REQUIREMENT:
Every entry needs to appear again exactly as written below.

___ ENTRIES PROVIDED

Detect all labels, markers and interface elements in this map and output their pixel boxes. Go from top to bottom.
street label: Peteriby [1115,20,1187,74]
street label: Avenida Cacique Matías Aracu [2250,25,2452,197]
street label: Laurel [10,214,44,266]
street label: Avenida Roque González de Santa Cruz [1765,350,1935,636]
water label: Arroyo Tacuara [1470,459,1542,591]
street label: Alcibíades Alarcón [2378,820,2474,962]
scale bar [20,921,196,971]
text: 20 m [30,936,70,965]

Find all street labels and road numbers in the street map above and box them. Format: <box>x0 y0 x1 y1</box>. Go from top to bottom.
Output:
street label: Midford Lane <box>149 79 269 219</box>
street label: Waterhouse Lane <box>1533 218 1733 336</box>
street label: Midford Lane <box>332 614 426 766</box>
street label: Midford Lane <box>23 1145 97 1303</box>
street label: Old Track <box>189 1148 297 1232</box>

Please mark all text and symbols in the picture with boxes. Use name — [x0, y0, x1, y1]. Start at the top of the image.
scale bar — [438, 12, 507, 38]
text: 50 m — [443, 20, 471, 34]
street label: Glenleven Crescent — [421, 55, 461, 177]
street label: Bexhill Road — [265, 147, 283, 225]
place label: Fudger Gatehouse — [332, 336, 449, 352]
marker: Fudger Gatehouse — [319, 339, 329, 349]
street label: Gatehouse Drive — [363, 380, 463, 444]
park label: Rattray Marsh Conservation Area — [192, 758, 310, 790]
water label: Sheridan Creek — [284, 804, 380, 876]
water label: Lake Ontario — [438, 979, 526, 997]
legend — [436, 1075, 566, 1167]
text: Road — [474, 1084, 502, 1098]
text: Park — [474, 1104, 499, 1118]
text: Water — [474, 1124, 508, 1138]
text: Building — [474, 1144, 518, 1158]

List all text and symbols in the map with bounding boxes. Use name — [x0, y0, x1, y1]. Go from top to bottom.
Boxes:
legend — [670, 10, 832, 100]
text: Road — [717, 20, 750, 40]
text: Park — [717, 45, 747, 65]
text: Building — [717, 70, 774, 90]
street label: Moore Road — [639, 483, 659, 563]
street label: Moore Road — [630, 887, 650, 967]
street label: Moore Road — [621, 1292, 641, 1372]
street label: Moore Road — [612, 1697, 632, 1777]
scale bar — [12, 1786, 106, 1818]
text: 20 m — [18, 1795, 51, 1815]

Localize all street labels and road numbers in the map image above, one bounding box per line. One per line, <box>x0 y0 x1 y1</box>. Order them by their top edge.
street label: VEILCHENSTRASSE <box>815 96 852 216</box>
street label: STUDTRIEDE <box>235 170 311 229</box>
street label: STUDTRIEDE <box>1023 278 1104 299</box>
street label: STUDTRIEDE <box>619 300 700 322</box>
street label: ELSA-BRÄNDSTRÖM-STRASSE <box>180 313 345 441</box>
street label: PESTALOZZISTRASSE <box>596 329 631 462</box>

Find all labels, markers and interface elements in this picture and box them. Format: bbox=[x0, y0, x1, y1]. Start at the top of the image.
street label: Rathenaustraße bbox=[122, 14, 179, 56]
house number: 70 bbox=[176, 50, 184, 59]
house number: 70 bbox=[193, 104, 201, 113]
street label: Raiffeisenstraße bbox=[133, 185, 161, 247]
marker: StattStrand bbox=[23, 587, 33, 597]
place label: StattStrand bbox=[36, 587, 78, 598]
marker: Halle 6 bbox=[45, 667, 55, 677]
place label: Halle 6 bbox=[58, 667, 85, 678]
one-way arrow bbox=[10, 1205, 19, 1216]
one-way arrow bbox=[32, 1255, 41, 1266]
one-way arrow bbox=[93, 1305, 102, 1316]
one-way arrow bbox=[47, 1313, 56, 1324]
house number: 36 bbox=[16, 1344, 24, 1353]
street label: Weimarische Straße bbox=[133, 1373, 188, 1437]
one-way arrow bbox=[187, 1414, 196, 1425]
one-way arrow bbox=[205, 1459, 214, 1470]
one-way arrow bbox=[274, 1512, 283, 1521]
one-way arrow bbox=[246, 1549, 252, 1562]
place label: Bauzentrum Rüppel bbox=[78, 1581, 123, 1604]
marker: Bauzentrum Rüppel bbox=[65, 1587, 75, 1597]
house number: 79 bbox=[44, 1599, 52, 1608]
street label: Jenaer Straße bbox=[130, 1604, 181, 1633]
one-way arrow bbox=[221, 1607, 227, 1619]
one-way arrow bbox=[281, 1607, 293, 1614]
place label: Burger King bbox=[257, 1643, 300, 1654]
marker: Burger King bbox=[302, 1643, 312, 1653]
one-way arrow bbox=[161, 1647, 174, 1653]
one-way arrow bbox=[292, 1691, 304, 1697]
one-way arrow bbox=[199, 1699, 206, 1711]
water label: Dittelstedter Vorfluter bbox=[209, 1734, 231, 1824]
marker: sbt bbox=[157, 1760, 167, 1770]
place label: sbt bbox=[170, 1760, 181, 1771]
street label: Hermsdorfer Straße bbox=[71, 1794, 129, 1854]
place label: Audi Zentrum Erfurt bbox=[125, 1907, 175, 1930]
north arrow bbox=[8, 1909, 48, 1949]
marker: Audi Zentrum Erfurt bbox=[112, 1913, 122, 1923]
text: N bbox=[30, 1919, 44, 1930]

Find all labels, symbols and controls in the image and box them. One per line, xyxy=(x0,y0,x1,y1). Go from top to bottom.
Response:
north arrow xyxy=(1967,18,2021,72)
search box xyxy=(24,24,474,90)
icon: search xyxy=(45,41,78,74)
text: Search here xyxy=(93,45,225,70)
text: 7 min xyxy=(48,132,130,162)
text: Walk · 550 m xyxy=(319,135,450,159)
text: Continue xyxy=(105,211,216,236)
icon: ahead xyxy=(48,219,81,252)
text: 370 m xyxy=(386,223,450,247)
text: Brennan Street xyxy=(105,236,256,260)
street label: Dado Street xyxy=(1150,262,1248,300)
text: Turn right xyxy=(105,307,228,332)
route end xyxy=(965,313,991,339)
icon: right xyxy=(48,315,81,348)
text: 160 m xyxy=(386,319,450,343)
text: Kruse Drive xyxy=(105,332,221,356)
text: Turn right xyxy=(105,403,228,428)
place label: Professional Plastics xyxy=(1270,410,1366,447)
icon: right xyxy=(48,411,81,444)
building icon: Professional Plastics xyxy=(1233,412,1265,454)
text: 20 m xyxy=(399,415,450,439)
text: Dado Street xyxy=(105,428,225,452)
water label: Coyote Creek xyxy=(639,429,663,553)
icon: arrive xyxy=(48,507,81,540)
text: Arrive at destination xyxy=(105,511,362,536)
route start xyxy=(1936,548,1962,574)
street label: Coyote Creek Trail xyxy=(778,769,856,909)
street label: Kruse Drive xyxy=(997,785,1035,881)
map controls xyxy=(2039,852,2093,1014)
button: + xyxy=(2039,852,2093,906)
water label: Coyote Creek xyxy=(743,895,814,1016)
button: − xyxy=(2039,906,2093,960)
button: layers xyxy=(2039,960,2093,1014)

______

ANSWER SPACE:
Detect all labels, markers and interface elements in this map and output their pixel boxes. Go from top to bottom.
street label: Peteriby [1115,20,1187,74]
street label: Avenida Cacique Matías Aracu [2250,25,2452,197]
street label: Laurel [10,214,44,266]
street label: Avenida Roque González de Santa Cruz [1765,350,1935,636]
water label: Arroyo Tacuara [1470,459,1542,591]
street label: Alcibíades Alarcón [2378,820,2474,962]
scale bar [20,921,196,971]
text: 20 m [30,936,70,965]

Find all street labels and road numbers in the street map above and box them. Format: <box>x0 y0 x1 y1</box>. Go from top to bottom.
Output:
street label: Midford Lane <box>149 79 269 219</box>
street label: Waterhouse Lane <box>1533 218 1733 336</box>
street label: Midford Lane <box>332 614 426 766</box>
street label: Midford Lane <box>23 1145 97 1303</box>
street label: Old Track <box>189 1148 297 1232</box>

Please mark all text and symbols in the picture with boxes. Use name — [x0, y0, x1, y1]. Start at the top of the image.
scale bar — [438, 12, 507, 38]
text: 50 m — [443, 20, 471, 34]
street label: Glenleven Crescent — [421, 55, 461, 177]
street label: Bexhill Road — [265, 147, 283, 225]
place label: Fudger Gatehouse — [332, 336, 449, 352]
marker: Fudger Gatehouse — [319, 339, 329, 349]
street label: Gatehouse Drive — [363, 380, 463, 444]
park label: Rattray Marsh Conservation Area — [192, 758, 310, 790]
water label: Sheridan Creek — [284, 804, 380, 876]
water label: Lake Ontario — [438, 979, 526, 997]
legend — [436, 1075, 566, 1167]
text: Road — [474, 1084, 502, 1098]
text: Park — [474, 1104, 499, 1118]
text: Water — [474, 1124, 508, 1138]
text: Building — [474, 1144, 518, 1158]

List all text and symbols in the map with bounding boxes. Use name — [x0, y0, x1, y1]. Go from top to bottom.
Boxes:
legend — [670, 10, 832, 100]
text: Road — [717, 20, 750, 40]
text: Park — [717, 45, 747, 65]
text: Building — [717, 70, 774, 90]
street label: Moore Road — [639, 483, 659, 563]
street label: Moore Road — [630, 887, 650, 967]
street label: Moore Road — [621, 1292, 641, 1372]
street label: Moore Road — [612, 1697, 632, 1777]
scale bar — [12, 1786, 106, 1818]
text: 20 m — [18, 1795, 51, 1815]

Localize all street labels and road numbers in the map image above, one bounding box per line. One per line, <box>x0 y0 x1 y1</box>. Order them by their top edge.
street label: VEILCHENSTRASSE <box>815 96 852 216</box>
street label: STUDTRIEDE <box>235 170 311 229</box>
street label: STUDTRIEDE <box>1023 278 1104 299</box>
street label: STUDTRIEDE <box>619 300 700 322</box>
street label: ELSA-BRÄNDSTRÖM-STRASSE <box>180 313 345 441</box>
street label: PESTALOZZISTRASSE <box>596 329 631 462</box>

Find all labels, markers and interface elements in this picture and box them. Format: bbox=[x0, y0, x1, y1]. Start at the top of the image.
street label: Rathenaustraße bbox=[122, 14, 179, 56]
house number: 70 bbox=[176, 50, 184, 59]
house number: 70 bbox=[193, 104, 201, 113]
street label: Raiffeisenstraße bbox=[133, 185, 161, 247]
marker: StattStrand bbox=[23, 587, 33, 597]
place label: StattStrand bbox=[36, 587, 78, 598]
marker: Halle 6 bbox=[45, 667, 55, 677]
place label: Halle 6 bbox=[58, 667, 85, 678]
one-way arrow bbox=[10, 1205, 19, 1216]
one-way arrow bbox=[32, 1255, 41, 1266]
one-way arrow bbox=[93, 1305, 102, 1316]
one-way arrow bbox=[47, 1313, 56, 1324]
house number: 36 bbox=[16, 1344, 24, 1353]
street label: Weimarische Straße bbox=[133, 1373, 188, 1437]
one-way arrow bbox=[187, 1414, 196, 1425]
one-way arrow bbox=[205, 1459, 214, 1470]
one-way arrow bbox=[274, 1512, 283, 1521]
one-way arrow bbox=[246, 1549, 252, 1562]
place label: Bauzentrum Rüppel bbox=[78, 1581, 123, 1604]
marker: Bauzentrum Rüppel bbox=[65, 1587, 75, 1597]
house number: 79 bbox=[44, 1599, 52, 1608]
street label: Jenaer Straße bbox=[130, 1604, 181, 1633]
one-way arrow bbox=[221, 1607, 227, 1619]
one-way arrow bbox=[281, 1607, 293, 1614]
place label: Burger King bbox=[257, 1643, 300, 1654]
marker: Burger King bbox=[302, 1643, 312, 1653]
one-way arrow bbox=[161, 1647, 174, 1653]
one-way arrow bbox=[292, 1691, 304, 1697]
one-way arrow bbox=[199, 1699, 206, 1711]
water label: Dittelstedter Vorfluter bbox=[209, 1734, 231, 1824]
marker: sbt bbox=[157, 1760, 167, 1770]
place label: sbt bbox=[170, 1760, 181, 1771]
street label: Hermsdorfer Straße bbox=[71, 1794, 129, 1854]
place label: Audi Zentrum Erfurt bbox=[125, 1907, 175, 1930]
north arrow bbox=[8, 1909, 48, 1949]
marker: Audi Zentrum Erfurt bbox=[112, 1913, 122, 1923]
text: N bbox=[30, 1919, 44, 1930]

Find all labels, symbols and controls in the image and box them. One per line, xyxy=(x0,y0,x1,y1). Go from top to bottom.
Response:
north arrow xyxy=(1967,18,2021,72)
search box xyxy=(24,24,474,90)
icon: search xyxy=(45,41,78,74)
text: Search here xyxy=(93,45,225,70)
text: 7 min xyxy=(48,132,130,162)
text: Walk · 550 m xyxy=(319,135,450,159)
text: Continue xyxy=(105,211,216,236)
icon: ahead xyxy=(48,219,81,252)
text: 370 m xyxy=(386,223,450,247)
text: Brennan Street xyxy=(105,236,256,260)
street label: Dado Street xyxy=(1150,262,1248,300)
text: Turn right xyxy=(105,307,228,332)
route end xyxy=(965,313,991,339)
icon: right xyxy=(48,315,81,348)
text: 160 m xyxy=(386,319,450,343)
text: Kruse Drive xyxy=(105,332,221,356)
text: Turn right xyxy=(105,403,228,428)
place label: Professional Plastics xyxy=(1270,410,1366,447)
icon: right xyxy=(48,411,81,444)
building icon: Professional Plastics xyxy=(1233,412,1265,454)
text: 20 m xyxy=(399,415,450,439)
text: Dado Street xyxy=(105,428,225,452)
water label: Coyote Creek xyxy=(639,429,663,553)
icon: arrive xyxy=(48,507,81,540)
text: Arrive at destination xyxy=(105,511,362,536)
route start xyxy=(1936,548,1962,574)
street label: Coyote Creek Trail xyxy=(778,769,856,909)
street label: Kruse Drive xyxy=(997,785,1035,881)
map controls xyxy=(2039,852,2093,1014)
button: + xyxy=(2039,852,2093,906)
water label: Coyote Creek xyxy=(743,895,814,1016)
button: − xyxy=(2039,906,2093,960)
button: layers xyxy=(2039,960,2093,1014)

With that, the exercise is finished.